_Activity_
For the word "names", search the records and show each line in which it occurs.

_Dataset records_
######
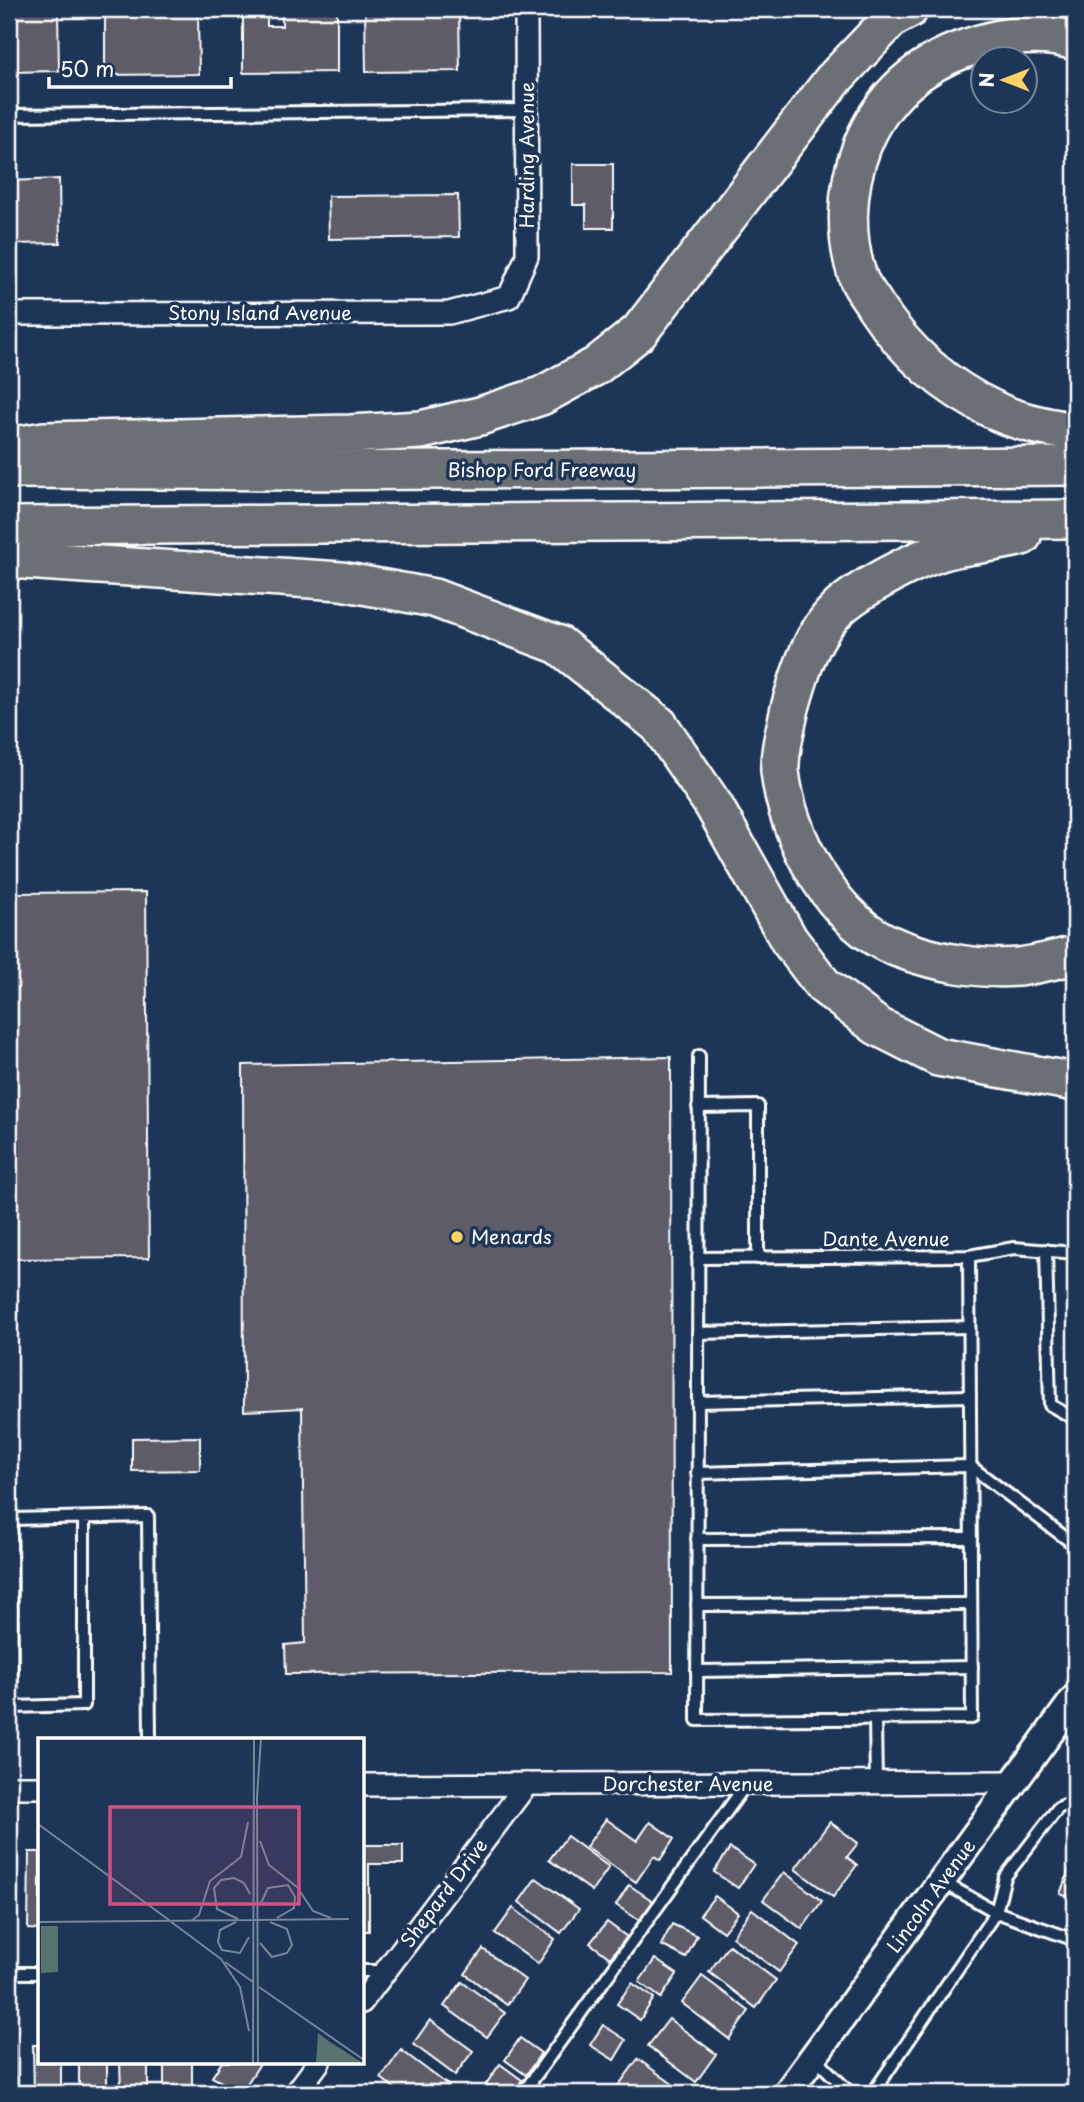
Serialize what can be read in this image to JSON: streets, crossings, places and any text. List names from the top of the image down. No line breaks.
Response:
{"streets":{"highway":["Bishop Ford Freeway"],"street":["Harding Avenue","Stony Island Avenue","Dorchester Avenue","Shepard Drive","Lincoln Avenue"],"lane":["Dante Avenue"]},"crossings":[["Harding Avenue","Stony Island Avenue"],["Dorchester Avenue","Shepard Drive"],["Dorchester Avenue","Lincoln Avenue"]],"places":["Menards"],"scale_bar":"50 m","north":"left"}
######
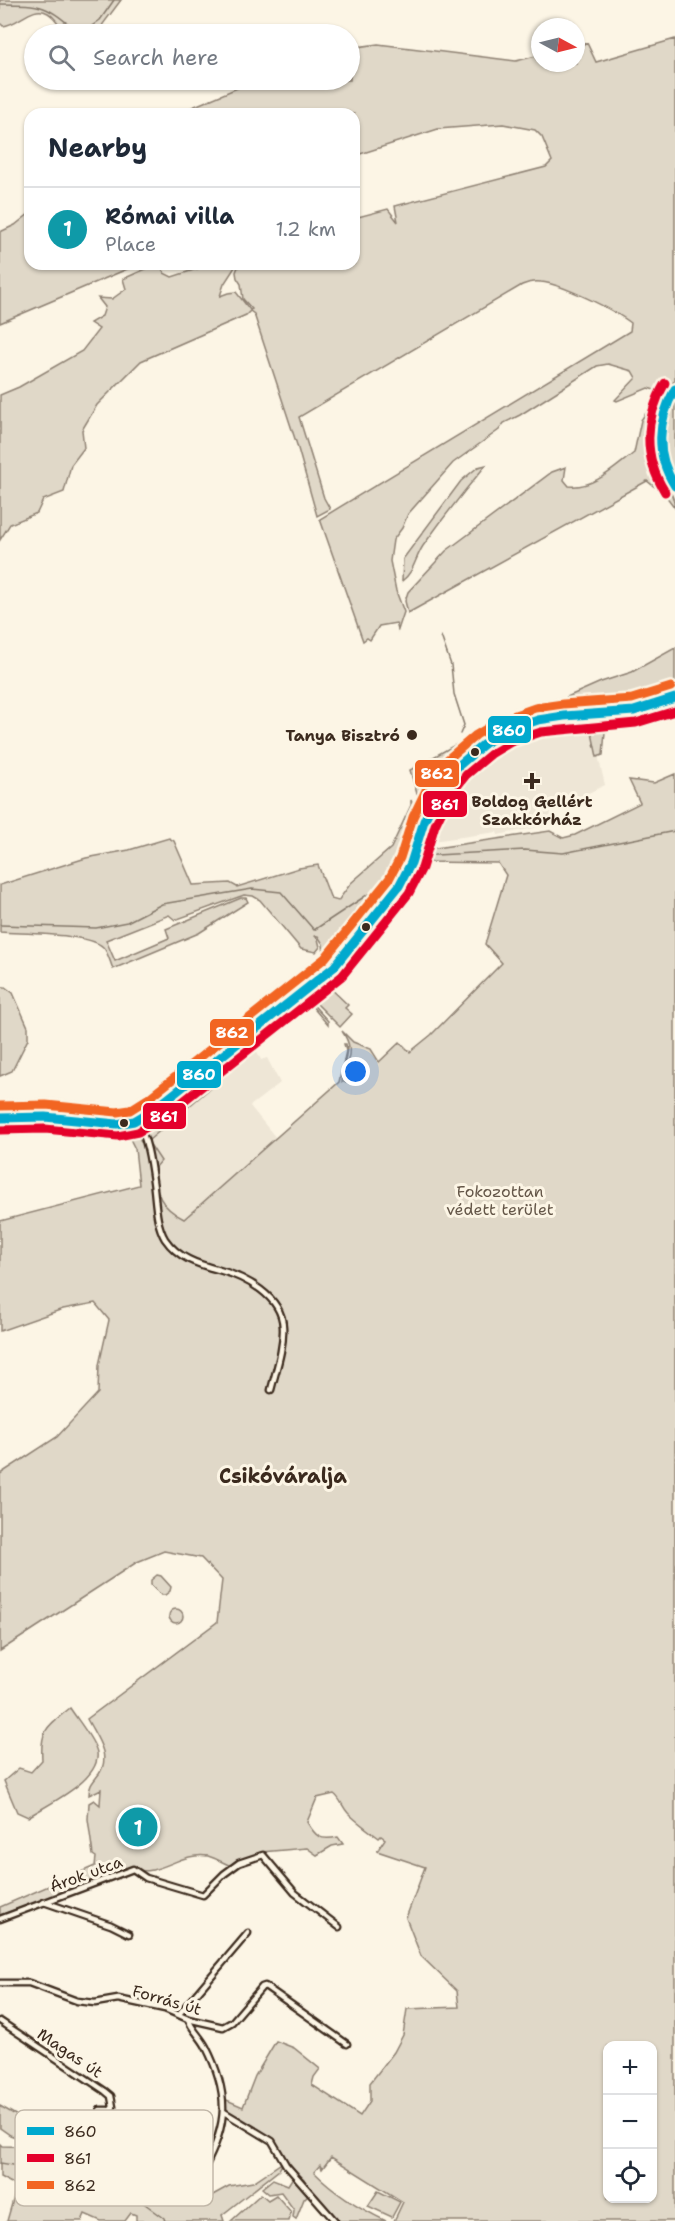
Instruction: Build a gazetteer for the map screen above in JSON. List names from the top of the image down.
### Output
######
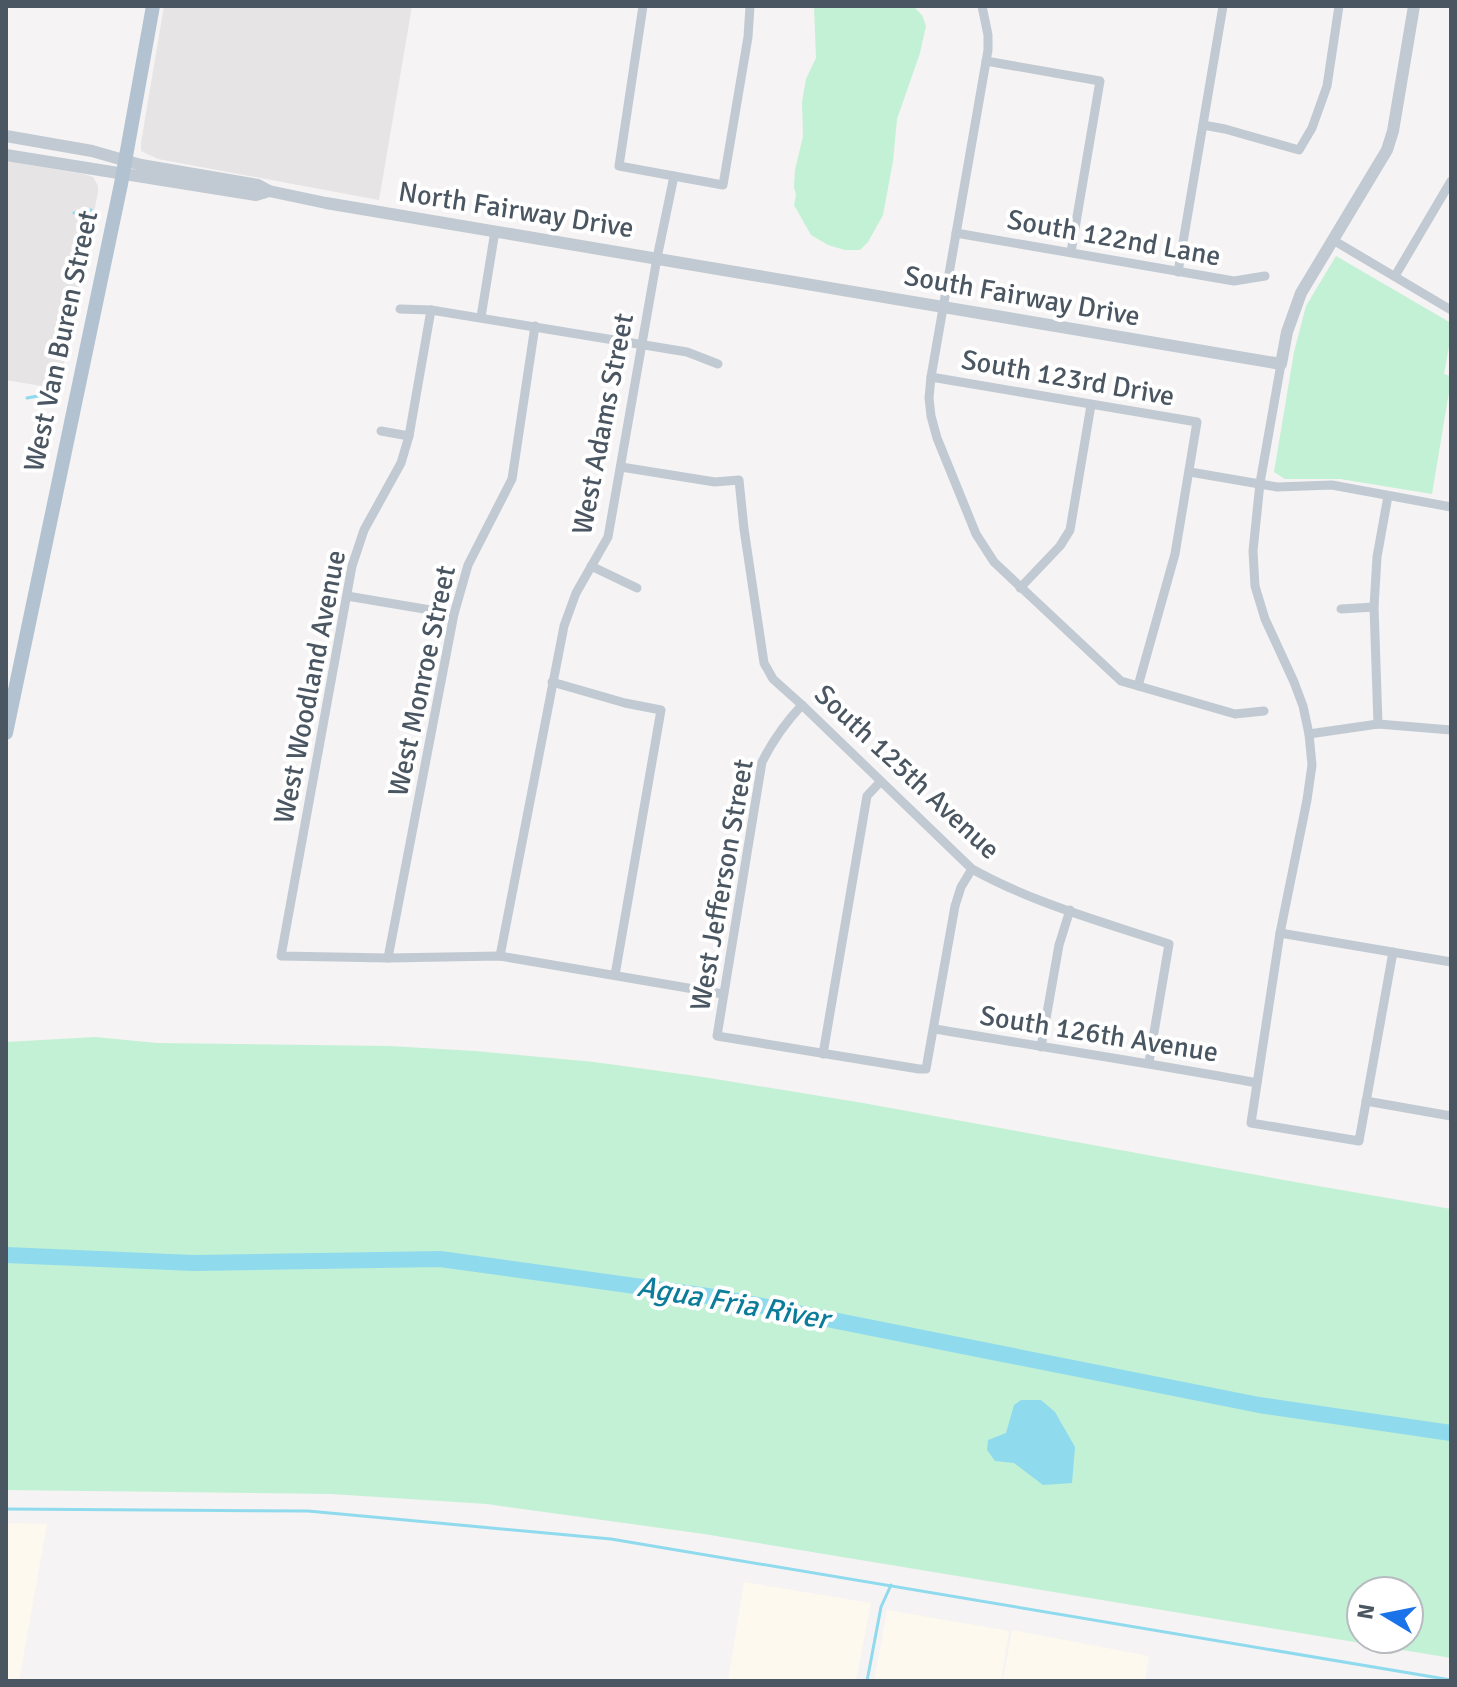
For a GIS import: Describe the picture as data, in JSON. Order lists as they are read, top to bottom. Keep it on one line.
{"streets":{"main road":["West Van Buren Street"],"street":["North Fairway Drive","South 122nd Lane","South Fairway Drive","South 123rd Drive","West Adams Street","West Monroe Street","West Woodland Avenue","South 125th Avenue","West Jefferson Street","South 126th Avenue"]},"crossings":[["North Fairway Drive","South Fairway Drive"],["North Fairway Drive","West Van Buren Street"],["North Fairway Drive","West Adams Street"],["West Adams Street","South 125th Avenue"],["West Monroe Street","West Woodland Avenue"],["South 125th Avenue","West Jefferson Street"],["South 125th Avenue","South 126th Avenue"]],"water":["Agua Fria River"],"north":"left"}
######
_Written response_
Serialize what can be read in this image to JSON: streets, crossings, places and any text. List names from the top of the image down. No line breaks.
Instruction: Build a gazetteer for the map screen above in JSON. List names from the top of the image down.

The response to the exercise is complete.